"Green is Good" would never have been uttered by Hollywood's Wall Street Prince of Darkness, Gordon Gekko. But in today's era of billion-dollar scandals, shareholder lawsuits and receipts for $6,000 shower curtains, many consumers long for companies that stand for something more than making money.
Enter the corporate citizenship report. Ranging from the "change the world" earnestness of Whole Foods Markets to a hodgepodge of feel-good factoids from conglomerates such as General Electric, a growing number of companies are highlighting their social and environmental good deeds in securities filings and annual reports. The notices also act as an assurance to investors in "socially responsible" and "green" mutual funds.

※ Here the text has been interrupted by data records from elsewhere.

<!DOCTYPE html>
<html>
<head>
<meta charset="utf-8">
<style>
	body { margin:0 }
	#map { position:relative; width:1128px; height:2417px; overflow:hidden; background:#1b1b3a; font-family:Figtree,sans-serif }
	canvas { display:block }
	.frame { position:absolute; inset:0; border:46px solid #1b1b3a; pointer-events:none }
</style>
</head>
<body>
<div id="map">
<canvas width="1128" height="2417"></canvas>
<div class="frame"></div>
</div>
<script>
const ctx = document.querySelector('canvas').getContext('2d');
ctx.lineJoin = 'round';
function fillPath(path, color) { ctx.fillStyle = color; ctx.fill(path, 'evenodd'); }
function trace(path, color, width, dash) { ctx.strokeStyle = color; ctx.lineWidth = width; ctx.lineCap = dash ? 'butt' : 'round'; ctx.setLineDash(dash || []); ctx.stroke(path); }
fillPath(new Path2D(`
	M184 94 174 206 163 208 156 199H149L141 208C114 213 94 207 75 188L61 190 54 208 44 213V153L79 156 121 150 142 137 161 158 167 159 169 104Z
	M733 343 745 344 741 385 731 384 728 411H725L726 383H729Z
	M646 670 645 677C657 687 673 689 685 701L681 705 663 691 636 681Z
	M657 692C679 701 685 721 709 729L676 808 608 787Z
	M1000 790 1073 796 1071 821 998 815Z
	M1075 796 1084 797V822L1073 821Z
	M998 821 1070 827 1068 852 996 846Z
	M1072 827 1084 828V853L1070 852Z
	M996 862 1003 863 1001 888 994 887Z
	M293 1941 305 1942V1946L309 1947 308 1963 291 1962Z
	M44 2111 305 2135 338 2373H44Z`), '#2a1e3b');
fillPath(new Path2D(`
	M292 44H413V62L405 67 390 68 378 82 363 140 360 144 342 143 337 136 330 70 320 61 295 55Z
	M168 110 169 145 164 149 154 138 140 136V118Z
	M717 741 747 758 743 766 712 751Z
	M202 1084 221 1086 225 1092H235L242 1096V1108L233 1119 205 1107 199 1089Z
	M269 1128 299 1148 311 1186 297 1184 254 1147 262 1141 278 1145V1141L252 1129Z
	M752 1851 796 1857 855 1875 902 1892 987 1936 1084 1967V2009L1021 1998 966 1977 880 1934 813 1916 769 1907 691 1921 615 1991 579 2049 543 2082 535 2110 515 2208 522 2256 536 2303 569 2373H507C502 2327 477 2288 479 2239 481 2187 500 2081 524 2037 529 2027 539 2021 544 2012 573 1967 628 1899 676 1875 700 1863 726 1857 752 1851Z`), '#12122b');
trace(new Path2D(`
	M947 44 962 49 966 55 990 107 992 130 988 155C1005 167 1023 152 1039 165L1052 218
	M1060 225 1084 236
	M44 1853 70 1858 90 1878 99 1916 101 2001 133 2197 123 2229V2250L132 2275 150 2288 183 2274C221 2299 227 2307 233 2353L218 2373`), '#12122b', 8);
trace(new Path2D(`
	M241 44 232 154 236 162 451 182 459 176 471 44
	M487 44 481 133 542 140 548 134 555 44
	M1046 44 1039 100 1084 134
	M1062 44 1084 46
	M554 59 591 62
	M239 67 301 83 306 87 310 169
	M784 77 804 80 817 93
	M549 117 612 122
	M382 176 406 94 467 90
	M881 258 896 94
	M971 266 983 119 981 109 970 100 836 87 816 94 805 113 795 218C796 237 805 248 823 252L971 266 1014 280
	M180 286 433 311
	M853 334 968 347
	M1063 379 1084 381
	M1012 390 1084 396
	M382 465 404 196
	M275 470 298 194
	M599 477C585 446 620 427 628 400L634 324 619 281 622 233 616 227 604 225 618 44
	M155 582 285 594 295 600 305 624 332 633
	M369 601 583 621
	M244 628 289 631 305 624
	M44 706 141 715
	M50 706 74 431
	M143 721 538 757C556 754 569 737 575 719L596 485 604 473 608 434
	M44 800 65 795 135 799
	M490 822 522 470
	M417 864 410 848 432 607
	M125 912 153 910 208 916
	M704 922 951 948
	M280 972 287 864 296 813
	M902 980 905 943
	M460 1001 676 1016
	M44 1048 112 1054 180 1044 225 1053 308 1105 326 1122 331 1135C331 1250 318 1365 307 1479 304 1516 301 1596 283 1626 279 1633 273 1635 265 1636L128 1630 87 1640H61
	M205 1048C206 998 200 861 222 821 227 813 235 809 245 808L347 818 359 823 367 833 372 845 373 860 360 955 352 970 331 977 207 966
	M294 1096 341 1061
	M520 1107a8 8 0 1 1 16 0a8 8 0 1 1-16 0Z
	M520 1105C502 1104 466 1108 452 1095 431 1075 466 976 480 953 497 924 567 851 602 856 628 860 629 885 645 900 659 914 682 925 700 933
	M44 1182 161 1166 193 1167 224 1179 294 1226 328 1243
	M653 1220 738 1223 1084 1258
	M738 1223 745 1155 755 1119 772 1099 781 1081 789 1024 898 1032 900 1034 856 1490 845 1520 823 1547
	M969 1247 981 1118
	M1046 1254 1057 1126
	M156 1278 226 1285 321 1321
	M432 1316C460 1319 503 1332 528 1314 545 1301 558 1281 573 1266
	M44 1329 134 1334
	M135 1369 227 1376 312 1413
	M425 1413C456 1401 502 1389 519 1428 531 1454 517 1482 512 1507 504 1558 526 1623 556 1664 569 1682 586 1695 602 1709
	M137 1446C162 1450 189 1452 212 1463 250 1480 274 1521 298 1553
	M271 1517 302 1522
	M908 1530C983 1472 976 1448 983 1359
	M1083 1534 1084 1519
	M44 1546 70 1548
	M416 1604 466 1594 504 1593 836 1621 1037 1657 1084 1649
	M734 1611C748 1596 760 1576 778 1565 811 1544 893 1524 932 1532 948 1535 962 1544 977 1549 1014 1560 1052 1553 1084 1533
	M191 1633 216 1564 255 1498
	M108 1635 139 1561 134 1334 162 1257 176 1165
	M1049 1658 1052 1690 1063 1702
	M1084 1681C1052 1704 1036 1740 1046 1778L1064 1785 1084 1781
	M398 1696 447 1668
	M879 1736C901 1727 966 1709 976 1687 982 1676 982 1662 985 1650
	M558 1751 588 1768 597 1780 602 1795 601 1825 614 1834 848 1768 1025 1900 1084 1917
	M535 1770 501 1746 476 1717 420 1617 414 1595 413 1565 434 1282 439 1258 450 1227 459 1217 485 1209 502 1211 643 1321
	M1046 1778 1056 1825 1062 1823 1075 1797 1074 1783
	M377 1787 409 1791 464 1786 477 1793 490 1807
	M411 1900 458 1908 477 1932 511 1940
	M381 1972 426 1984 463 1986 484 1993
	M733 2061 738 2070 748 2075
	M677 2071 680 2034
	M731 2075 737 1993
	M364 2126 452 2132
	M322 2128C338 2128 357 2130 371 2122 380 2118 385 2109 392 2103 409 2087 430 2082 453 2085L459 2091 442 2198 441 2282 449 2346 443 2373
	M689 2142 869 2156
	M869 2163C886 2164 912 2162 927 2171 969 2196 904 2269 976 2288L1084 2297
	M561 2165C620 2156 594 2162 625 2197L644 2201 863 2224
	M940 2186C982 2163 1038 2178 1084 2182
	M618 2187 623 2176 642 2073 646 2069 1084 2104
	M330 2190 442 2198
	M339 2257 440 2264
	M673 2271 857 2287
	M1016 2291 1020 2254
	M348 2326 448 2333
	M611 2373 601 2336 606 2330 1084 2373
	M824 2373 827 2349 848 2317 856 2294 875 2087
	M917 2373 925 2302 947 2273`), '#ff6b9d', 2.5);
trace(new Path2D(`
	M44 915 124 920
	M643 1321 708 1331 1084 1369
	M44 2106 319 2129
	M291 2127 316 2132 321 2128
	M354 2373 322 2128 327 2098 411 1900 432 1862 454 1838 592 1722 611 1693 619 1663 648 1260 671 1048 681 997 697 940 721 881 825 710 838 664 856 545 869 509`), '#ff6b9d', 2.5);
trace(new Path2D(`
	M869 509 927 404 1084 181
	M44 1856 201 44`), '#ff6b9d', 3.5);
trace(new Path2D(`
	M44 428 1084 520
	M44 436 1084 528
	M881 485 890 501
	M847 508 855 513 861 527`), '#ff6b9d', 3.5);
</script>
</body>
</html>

Almost 60% of companies in the Standard & Poor's 100 index have created special sections of their Web sites to share information about their social and environmental policies. Similarly, almost 40% now issue annual corporate social responsibility reports, according to a recent study by the Social Investment Research Analysts Network.
One of the primary reasons for this increased activity is simple. "They're now getting all types of external requests for this information, and it's just easier to put all of it in one place," said Steve Lippman, SIRAN co-chair and vice president of social research at Trillium Asset Management, Boston.
It ain't easy being green, though. Such initiatives can draw additional attention -- and potential protests -- from activist groups, some of which have already accused companies of "greenwashing" their corporate records.